§ Activity:
Repeat the data below in full and exactly.

◆ ◆ ◆

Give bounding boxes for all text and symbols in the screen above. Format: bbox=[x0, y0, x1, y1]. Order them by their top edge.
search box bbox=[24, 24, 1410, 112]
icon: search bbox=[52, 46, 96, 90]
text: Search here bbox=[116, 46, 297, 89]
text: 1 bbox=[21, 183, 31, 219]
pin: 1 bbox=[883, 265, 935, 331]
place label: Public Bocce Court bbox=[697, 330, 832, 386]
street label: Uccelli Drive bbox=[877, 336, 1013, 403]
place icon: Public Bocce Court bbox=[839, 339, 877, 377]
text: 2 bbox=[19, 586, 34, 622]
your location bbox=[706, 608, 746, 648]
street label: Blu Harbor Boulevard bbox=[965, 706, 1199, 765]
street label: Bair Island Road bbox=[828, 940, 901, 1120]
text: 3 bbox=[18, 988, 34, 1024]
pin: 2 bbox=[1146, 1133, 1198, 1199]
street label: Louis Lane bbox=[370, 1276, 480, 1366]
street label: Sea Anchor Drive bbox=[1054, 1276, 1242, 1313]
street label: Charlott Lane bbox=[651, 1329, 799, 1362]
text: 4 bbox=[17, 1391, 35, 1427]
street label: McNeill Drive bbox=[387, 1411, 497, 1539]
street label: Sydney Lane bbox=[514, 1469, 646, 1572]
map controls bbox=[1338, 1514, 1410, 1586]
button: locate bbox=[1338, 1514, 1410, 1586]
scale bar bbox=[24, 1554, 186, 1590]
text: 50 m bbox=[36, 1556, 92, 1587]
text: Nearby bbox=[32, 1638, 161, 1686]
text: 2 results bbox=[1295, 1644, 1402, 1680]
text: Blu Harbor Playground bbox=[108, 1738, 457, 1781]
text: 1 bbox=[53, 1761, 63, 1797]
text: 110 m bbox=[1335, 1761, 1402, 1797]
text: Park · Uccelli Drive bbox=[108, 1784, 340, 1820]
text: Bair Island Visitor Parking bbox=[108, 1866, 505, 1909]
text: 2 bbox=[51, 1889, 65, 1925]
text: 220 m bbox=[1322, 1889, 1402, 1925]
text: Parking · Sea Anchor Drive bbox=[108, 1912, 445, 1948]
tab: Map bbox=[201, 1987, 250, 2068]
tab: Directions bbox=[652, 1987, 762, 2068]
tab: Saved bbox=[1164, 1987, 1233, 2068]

◆ ◆ ◆

§ Response below:
Give bounding boxes for all text and symbols in the screen above. Format: bbox=[x0, y0, x1, y1]. Order them by their top edge.
search box bbox=[24, 24, 1410, 112]
icon: search bbox=[52, 46, 96, 90]
text: Search here bbox=[116, 46, 297, 89]
text: 1 bbox=[21, 183, 31, 219]
pin: 1 bbox=[883, 265, 935, 331]
place label: Public Bocce Court bbox=[697, 330, 832, 386]
street label: Uccelli Drive bbox=[877, 336, 1013, 403]
place icon: Public Bocce Court bbox=[839, 339, 877, 377]
text: 2 bbox=[19, 586, 34, 622]
your location bbox=[706, 608, 746, 648]
street label: Blu Harbor Boulevard bbox=[965, 706, 1199, 765]
street label: Bair Island Road bbox=[828, 940, 901, 1120]
text: 3 bbox=[18, 988, 34, 1024]
pin: 2 bbox=[1146, 1133, 1198, 1199]
street label: Louis Lane bbox=[370, 1276, 480, 1366]
street label: Sea Anchor Drive bbox=[1054, 1276, 1242, 1313]
street label: Charlott Lane bbox=[651, 1329, 799, 1362]
text: 4 bbox=[17, 1391, 35, 1427]
street label: McNeill Drive bbox=[387, 1411, 497, 1539]
street label: Sydney Lane bbox=[514, 1469, 646, 1572]
map controls bbox=[1338, 1514, 1410, 1586]
button: locate bbox=[1338, 1514, 1410, 1586]
scale bar bbox=[24, 1554, 186, 1590]
text: 50 m bbox=[36, 1556, 92, 1587]
text: Nearby bbox=[32, 1638, 161, 1686]
text: 2 results bbox=[1295, 1644, 1402, 1680]
text: Blu Harbor Playground bbox=[108, 1738, 457, 1781]
text: 1 bbox=[53, 1761, 63, 1797]
text: 110 m bbox=[1335, 1761, 1402, 1797]
text: Park · Uccelli Drive bbox=[108, 1784, 340, 1820]
text: Bair Island Visitor Parking bbox=[108, 1866, 505, 1909]
text: 2 bbox=[51, 1889, 65, 1925]
text: 220 m bbox=[1322, 1889, 1402, 1925]
text: Parking · Sea Anchor Drive bbox=[108, 1912, 445, 1948]
tab: Map bbox=[201, 1987, 250, 2068]
tab: Directions bbox=[652, 1987, 762, 2068]
tab: Saved bbox=[1164, 1987, 1233, 2068]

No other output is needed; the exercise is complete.